Phacotus lenticularis has an outer covering incrusted with lime, which, at death, or after division, opens out into two halves. Species may be found among Chlamydomonas, in which conjugation takes place between gametes of similar size without cell-wall, but in C. pulvisculus conjugation takes place between male and female aplanogametes which are surrounded by a mucilaginous envelope.
Fig. 44.—Gonium pectorale.
Fig. 45.—Pandorina morum.
B. Multicellular Individuals. The most important genera are Gonium, Stephanosphæra, Pandorina, Eudorina, Volvox.—Gonium has 4 or 16 cells arranged in a definite pattern in a flat plate (Fig. [44]). Pandorina (Fig. [45]), has 16 cells arranged in a sphere (Fig. [45] A). The vegetative reproduction takes place in this way: each cell, after having rounded off, and after the withdrawal of the cilia, divides itself into 16 new ones (Fig. [45] B), each forming a new individual, which soon grows to the size of the mother-individual.
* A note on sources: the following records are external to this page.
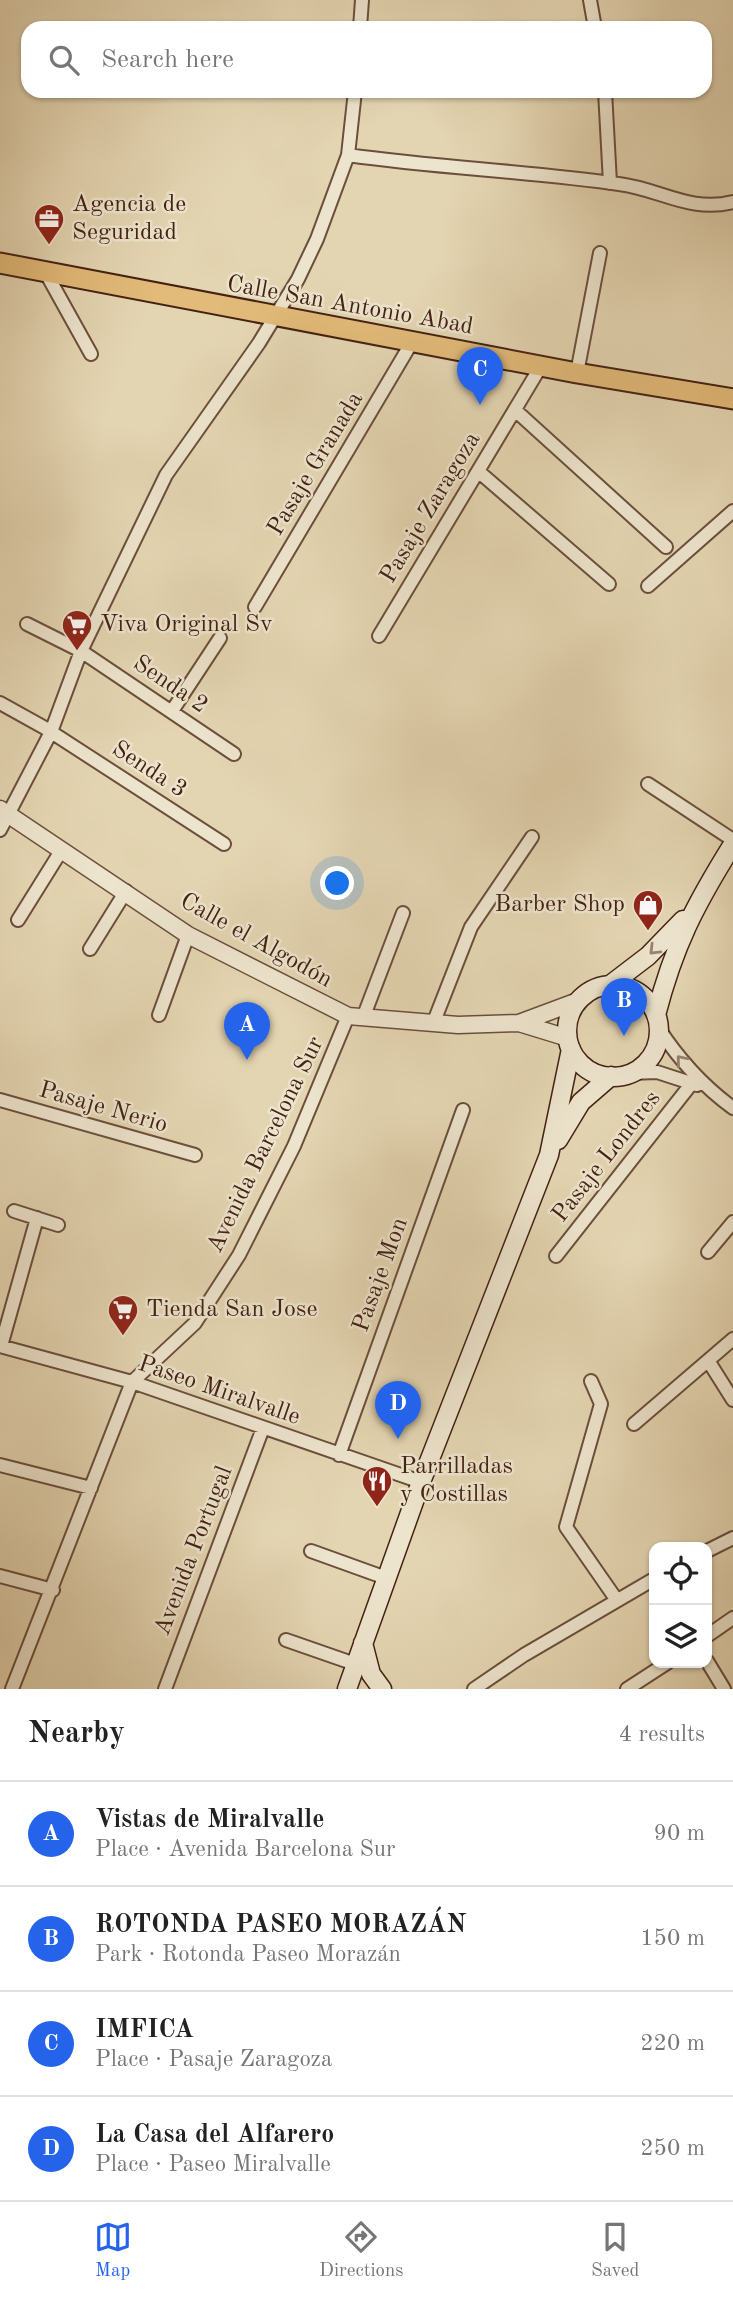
<!DOCTYPE html>
<meta charset="utf-8">
<style>
body{margin:0;font-family:"Old Standard TT",serif;background:#f6f6f6;color:#222}
.controls{position:absolute;right:21px;bottom:21px;display:grid;overflow:hidden;border-radius:14px;box-shadow:0 2px 5px #0004}
.controls button{width:63px;height:63px;display:grid;place-items:center;padding:0;border:0;border-bottom:2px solid #e0e0e0;background:#fff;color:#222;font:35px sans-serif}
.you{position:absolute;left:338px;top:884px;width:24px;height:24px;margin:-18px;border:5px solid #fff;border-radius:50%;background:#1a73e8;box-shadow:0 0 0 10px #1a73e833}
.badge{display:grid;place-items:center;width:46px;height:46px;border-radius:50%;background:#2563eb;color:#fff;font-size:23px;font-weight:700}
.pin{position:absolute;translate:-50% -58px;filter:drop-shadow(0 2px 4px #0008)}
.pin::after{content:'';position:absolute;top:37px;width:24px;height:21px;background:inherit;clip-path:polygon(0 0,100% 0,50% 100%)}
.list{margin:0;padding:0;list-style:none}
h2{display:flex;justify-content:space-between;align-items:center;height:91px;margin:0;padding:0 28px;font-size:30px}
h2 small{font-size:23px;font-weight:400;color:#767676}
.list li{display:grid;grid-template-columns:46px 1fr auto;gap:21px;align-items:center;box-sizing:border-box;height:105px;padding:0 28px;border-top:2px solid #e0e0e0}
.list b{display:block;font-size:26px;white-space:nowrap}
.list p{margin:0;font-size:23px;white-space:nowrap;color:#767676}
.list em{font-size:23px;font-style:normal;color:#767676}
.icon{flex:none;width:38px;height:38px;fill:none;stroke:currentColor;stroke-width:2;stroke-linecap:round;stroke-linejoin:round}
.map{position:relative;flex:none;width:733px;height:1689px;overflow:hidden}
.search{position:absolute;background:#fff;box-shadow:0 2px 5px #0004;left:21px;right:21px;top:21px;height:77px;display:flex;align-items:center;gap:18px;box-sizing:border-box;padding:0 24px;border-radius:21px;color:#767676;font-size:26px}
.sheet{height:511px;background:#fff}
nav{display:flex;justify-content:space-around;align-items:center;box-sizing:border-box;height:98px;border-top:2px solid #e0e0e0;background:#fff;font-size:19px;color:#767676}
nav a{display:grid;justify-items:center;gap:4px}
nav .on{color:#2563eb}
.map>svg:first-child{display:block}
.lines{fill:none;stroke-linecap:round;stroke-linejoin:round}
.minor-casing{stroke:#6b4f3c;stroke-width:16}
.tertiary-casing{stroke:#6b4f3c;stroke-width:19}
.secondary-casing{stroke:#432214;stroke-width:21}
.primary-casing{stroke:#432214;stroke-width:23}
.minor{stroke:#ede4cd;stroke-width:12}
.tertiary{stroke:#ede4cd;stroke-width:16}
.secondary{stroke:#ede4cd;stroke-width:18}
.primary{stroke:#e2ba79;stroke-width:19}
.oneway{stroke:#988370}
.labels{text-anchor:middle;dominant-baseline:central;stroke-width:5;stroke-linejoin:round;paint-order:stroke}
.poi-label{font-size:24px;fill:#432214;stroke:#ede4cd;text-anchor:start}
.street-label{font-size:24px;fill:#432214;stroke:#ede4cd}
</style>
<div class="map">
<svg width="733" height="1689" viewBox="0 0 733 1689">
<rect width="100%" height="100%" fill="#e4d5b2"/>
<filter id="stains"><feTurbulence type="fractalNoise" baseFrequency=".00286" numOctaves="4"/><feColorMatrix values="0 0 0 0 .2 0 0 0 0 .09 0 0 0 0 .02 0 0 0 .5 -.17"/></filter>
<radialGradient id="worn" r=".72"><stop offset=".6" stop-color="#630" stop-opacity="0"/><stop offset="1" stop-color="#630" stop-opacity=".3"/></radialGradient>
<g class="lines">
<g class="minor-casing">
<path id="minor" d="M590,0L595,28
M360,28L362,0
M605,91L610,183
M348,155C438,168 529,171 619,184C660,189 690,213 733,202
M46,273L91,354
M577,373L600,253
M515,410L666,547
M478,471L609,584
M648,586L733,511
M255,607L412,342
M27,624L81,651L234,754
M379,636L541,366
M0,703L45,728L224,844
M172,711L220,638
M648,784L733,840
M0,830L51,732L81,651L166,475L259,343L298,279L317,239L348,155L355,91
M18,920L61,851
M90,949L126,891
M159,1015L188,935
M363,1018L403,913
M433,1024L471,927L532,837
M659,1029C680,1061 703,1086 733,1108
M630,1073L657,1072L697,1085
M0,1100L195,1155
M14,1211L58,1225
M708,1252L733,1222
M556,1256L692,1083
M0,1346L132,1382L421,1482
M1,1346L37,1218
M709,1362L733,1400
M591,1381L601,1404L566,1527L616,1599
M634,1424L733,1339
M339,1455L463,1110
M0,1465L91,1488
M311,1551L386,1578
M707,1551L733,1538
M0,1576L53,1590
M707,1636L733,1618
M286,1640L355,1664
M707,1661L724,1689
M12,1689L132,1382L195,1323L239,1255L294,1146L348,1016
M165,1689L263,1428
M474,1689L524,1655L654,1579
M627,1689L667,1663"/>
</g>
<g class="tertiary-casing">
<path id="tertiary" d="M0,809L188,935L348,1016L458,1025L519,1023L578,1001
M519,1023L568,1038"/>
</g>
<g class="secondary-casing">
<path id="secondary" d="M610,985L648,956L683,920
M567 1031a46 46 0 1 1 92 0a46 46 0 1 1-92 0Z
M656,1015C674,945 695,905 733,844
M558,1140L581,1102L611,1076
M363,1643L371,1674L382,1689
M347,1689L421,1482L549,1155L571,1049"/>
</g>
<g class="primary-casing">
<path id="primary" d="M0,263L577,373L733,399"/>
</g>
<use href="#minor" class="minor"/>
<use href="#tertiary" class="tertiary"/>
<use href="#secondary" class="secondary"/>
<use href="#primary" class="primary"/>
</g>
<defs><path id="oneway-chevron" d="M-2-3.5L2.5 0L-2 3.5" fill="none" stroke-width="1.6" stroke-linecap="round" stroke-linejoin="round" transform="scale(1.75)"/></defs>
<g class="oneway">
<use href="#oneway-chevron" transform="translate(654 950) rotate(135)"/>
<use href="#oneway-chevron" transform="translate(681 1060) rotate(-130)"/>
</g>
<defs>
<g id="office-pin" transform="scale(1.575)"><path d="M0 17L-7.5 6A9.5 9.5 0 1 1 7.5 6Z" fill="#8f2418" stroke="#ede4cd"/><path d="M-6-3h4V-5.5h4V-3h4V5H-6ZM-1-4.5V-3h2v-1.5ZM-6 0V1H6V0Z" fill="#fff"/></g>
<g id="supermarket-pin" transform="scale(1.575)"><path d="M0 17L-7.5 6A9.5 9.5 0 1 1 7.5 6Z" fill="#8f2418" stroke="#ede4cd"/><path d="M-6-5.5h2.5l.6 2H6L4.5 2H-2.5L-4.4-4H-6ZM-1.5 3.2a1.3 1.3 0 1 0 .1 0ZM3 3.2a1.3 1.3 0 1 0 .1 0Z" fill="#fff"/></g>
<g id="shop-pin" transform="scale(1.575)"><path d="M0 17L-7.5 6A9.5 9.5 0 1 1 7.5 6Z" fill="#8f2418" stroke="#ede4cd"/><path d="M-5-2.5h2.3a2.7 3.5 0 0 1 5.4 0H5L5.5 6h-11ZM-1.5-2.5h3a1.5 2.3 0 0 0-3 0Z" fill="#fff"/></g>
<g id="restaurant-pin" transform="scale(1.575)"><path d="M0 17L-7.5 6A9.5 9.5 0 1 1 7.5 6Z" fill="#8f2418" stroke="#ede4cd"/><path d="M-5-6h1v4h1v-4h1v4h1v-4h1v5L-1.5 .5V6h-2V.5L-5-1ZM5-6V6H3V1.5H1.5Q1.5-4 5-6Z" fill="#fff"/></g>
</defs>
<g fill-rule="evenodd">
<use href="#office-pin" x="49" y="219"/>
<use href="#supermarket-pin" x="77" y="625"/>
<use href="#shop-pin" x="648" y="905"/>
<use href="#supermarket-pin" x="123" y="1310"/>
<use href="#restaurant-pin" x="377" y="1481"/>
</g>
<g class="labels">
<g class="poi-label">
<text x="72" y="205">Agencia de<tspan x="72" dy="28">Seguridad</tspan></text>
<text x="100" y="625">Viva Original Sv</text>
<text x="625" y="905" text-anchor="end">Barber Shop</text>
<text x="146" y="1310">Tienda San Jose</text>
<text x="400" y="1467">Parrilladas<tspan x="400" dy="28">y Costillas</tspan></text>
</g>
<g class="street-label">
<text transform="translate(350 306) rotate(10)">Calle San Antonio Abad</text>
<text transform="translate(316 464) rotate(-59)">Pasaje Granada</text>
<text transform="translate(431 508) rotate(-59)">Pasaje Zaragoza</text>
<text transform="translate(170 685) rotate(34)">Senda 2</text>
<text transform="translate(149 770) rotate(33)">Senda 3</text>
<text transform="translate(256 941) rotate(29)">Calle el Algodón</text>
<text transform="translate(103 1108) rotate(16)">Pasaje Nerio</text>
<text transform="translate(266 1145) rotate(-64)">Avenida Barcelona Sur</text>
<text transform="translate(607 1157) rotate(-52)">Pasaje Londres</text>
<text transform="translate(381 1275) rotate(-70)">Pasaje Mon</text>
<text transform="translate(219 1391) rotate(19)">Paseo Miralvalle</text>
<text transform="translate(194 1551) rotate(-69)">Avenida Portugal</text>
</g>
</g>
<rect width="100%" height="100%" filter="url(#stains)"/>
<rect width="100%" height="100%" fill="url(#worn)"/>
</svg>
<div class="controls">
<button><svg class="icon" aria-label="locate" viewBox="0 0 24 24"><circle cx="12" cy="12" r="6"/><path d="M12 2v4M12 18v4M2 12h4M18 12h4"/></svg></button>
<button><svg class="icon" aria-label="layers" viewBox="0 0 24 24"><path d="M12 4l9 5-9 5-9-5zM3 14l9 5 9-5"/></svg></button>
</div>
<div class="you"></div>
<div class="pin badge" style="left:247px;top:1060px">A</div>
<div class="pin badge" style="left:624px;top:1036px">B</div>
<div class="pin badge" style="left:480px;top:405px">C</div>
<div class="pin badge" style="left:398px;top:1439px">D</div>
<div class="search"><svg class="icon" aria-label="search" viewBox="0 0 24 24"><circle cx="10" cy="10" r="6"/><path d="M15 15l6 6"/></svg>Search here</div>
</div>
<section class="sheet">
<h2>Nearby<small>4 results</small></h2>
<ul class="list">
<li><span class="badge">A</span><div><b>Vistas de Miralvalle</b><p>Place · Avenida Barcelona Sur</p></div><em>90 m</em></li>
<li><span class="badge">B</span><div><b>ROTONDA PASEO MORAZÁN</b><p>Park · Rotonda Paseo Morazán</p></div><em>150 m</em></li>
<li><span class="badge">C</span><div><b>IMFICA</b><p>Place · Pasaje Zaragoza</p></div><em>220 m</em></li>
<li><span class="badge">D</span><div><b>La Casa del Alfarero</b><p>Place · Paseo Miralvalle</p></div><em>250 m</em></li>
</ul>
</section>
<nav>
<a class="on"><svg class="icon" aria-label="map" viewBox="0 0 24 24"><path d="M3 6l6-2 6 2 6-2v14l-6 2-6-2-6 2zM9 4v14M15 6v14"/></svg>Map</a>
<a><svg class="icon" aria-label="directions" viewBox="0 0 24 24"><path d="M12 3l9 9-9 9-9-9zM9 14v-3h6M13 9l2 2-2 2"/></svg>Directions</a>
<a><svg class="icon" aria-label="saved" viewBox="0 0 24 24"><path d="M7 4h10v16l-5-4-5 4z"/></svg>Saved</a>
</nav>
It was in this Alga that the conjugation of self-motile gametes was first discovered by Pringsheim, 1869. When conjugation is about to take place, each cell divides into sixteen, as in vegetative reproduction, but the 16 × 16 cells all separate from one another (Fig. [45] C, female gametes, and D, male gametes), and swarm solitarily in the water. The male are, most frequently, smaller than the female, but otherwise they are exactly alike; they are more or less pear-shaped, with a colourless anterior end, 2 cilia, a red “eye-spot,” etc. After swarming for some time they approach each other, two and two, generally a large and a smaller one, and come into contact at their colourless end; in a few moments they coalesce and become one cell (Fig. [45] E, F), this has at first a large colourless anterior end, 4 cilia, and 2 “eye-spots” (Fig. [45] G), but these soon disappear and the cell becomes uniformly dark-green and spherical, and surrounds itself with a thick cell-wall, losing at the same time its power of motion: the zygote (Fig. [45] H) is formed, and becomes later on a deep red colour. On the germination of the zygote, the protoplasmic cell-contents burst open the wall (Fig. [45] J), and emerge as a large swarmspore (Fig. [45] K) which divides into 16 cells, and the first small individual is formed (Fig. [45] L, M).
Eudorina is like Pandorina in structure, but stands somewhat higher, since the contrast between the conjugating sexual cells is greater, the female one being a motionless oosphere.
Fig. 46.—Volvox globator, sexual individual: a antheridia which have formed spermatozoids; b oogonia.
The highest stage of development is found in Volvox (Fig. [46]). The cells are here arranged on the circumference of a sphere, and enclose a cavity filled with mucilage. The number of these cells may vary from 200–22,000, of which the majority are vegetative and not reproductive, but some become large, motionless oospheres (Fig. [46] b); others, which may appear as solitary individuals, divide and form disc-shaped masses of from 8–256 small spermatozoids (Fig. [46] a). After the oosphere has been fertilised by these, the oospore surrounds itself by a thick, sometimes thorny cell-wall, and on germination becomes a new individual of few cells. A few cells conspicuous by their larger size may be found (1–9, but generally 8) in certain individuals, and these provide the vegetative reproduction, each forming by division a new individual.